The advice portion of this book successfully builds a better understanding of one’s identity, heightens self-esteem, and develop better social skills. Zimbardo will take the reader through a series of surprisingly enjoyable activities and questionnaires for the reader to have a better understanding of how they view themselves.
In the first activity, the author asks the reader to find a paper and pencil to draw themselves. Which was interesting because I have noticed how I would overly emphasize my jaw line, an area of my face that I do not like. My portrait was an amalgam of a self portrait and a caricature. There are some activities where he would ask the reader to list all of their best and worst traits and characteristics. All for the purpose of knowing themselves.
Later on, Zimbardo will engage the reader by questioning the negative and positive effects of their shyness. He would show the reader through research and tests that there is a correlation between shyness and low self-esteem. He would then provide practical steps for a “more confident you”. There are other activities where he would ask the reader to imagine that they are an actor; to pretend that they are playing a role of a character that is out of their element. After participating through his fun activities, I have discovered and brought my attitude and true self image to my conscience level. I have used his practical steps to develop better social skills in the different situations that the author addresses.
Towards the end of the book, the author also encourages the reader with new thinking and to practice what they have learned to their communities. Zimbardo will address the negative effects that shyness in a community will bring, and that social interaction is essential. The author then explores shyness in different cultures. I find it interesting to see how most Asian cultures are more impacted with shyness to a staggering degree.
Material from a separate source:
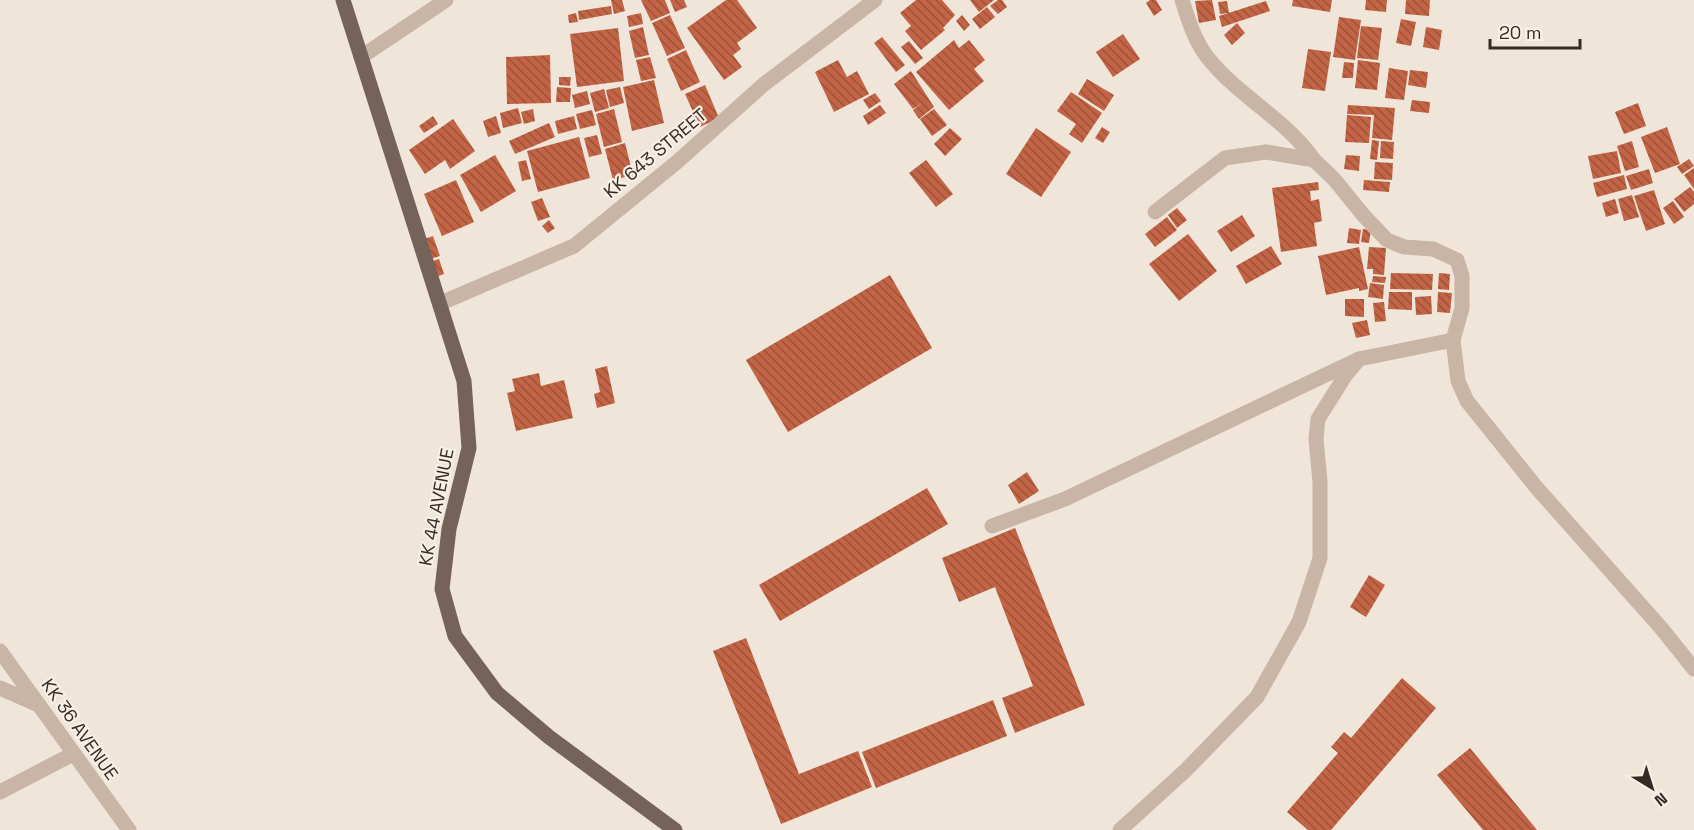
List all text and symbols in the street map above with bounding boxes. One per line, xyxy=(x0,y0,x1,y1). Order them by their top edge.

One survey showed how 90 percent of the Japanese partaking the survey labeled themselves as shy, which self-fulfilling prophecy may be present. He shows how the attitudes for shyness deeply root from cultural understanding. Some cultures, especially in the collectivist understanding, find shyness, especially in women to be a feminine and proper trait. While in Western countries are more about the individual, but also have a strong belief in community and human interaction, something that shyness can inhibit.
Overall, my reading experience for Zimbardo’s, Shyness: What It Is What to Do About It was a worthwhile read. The acclaimed author gives interesting and engaging insight and provides practical steps to overcome shyness. He uses clear and easy to read English, without “psychobabble”, and does not make any airy promises to his readers.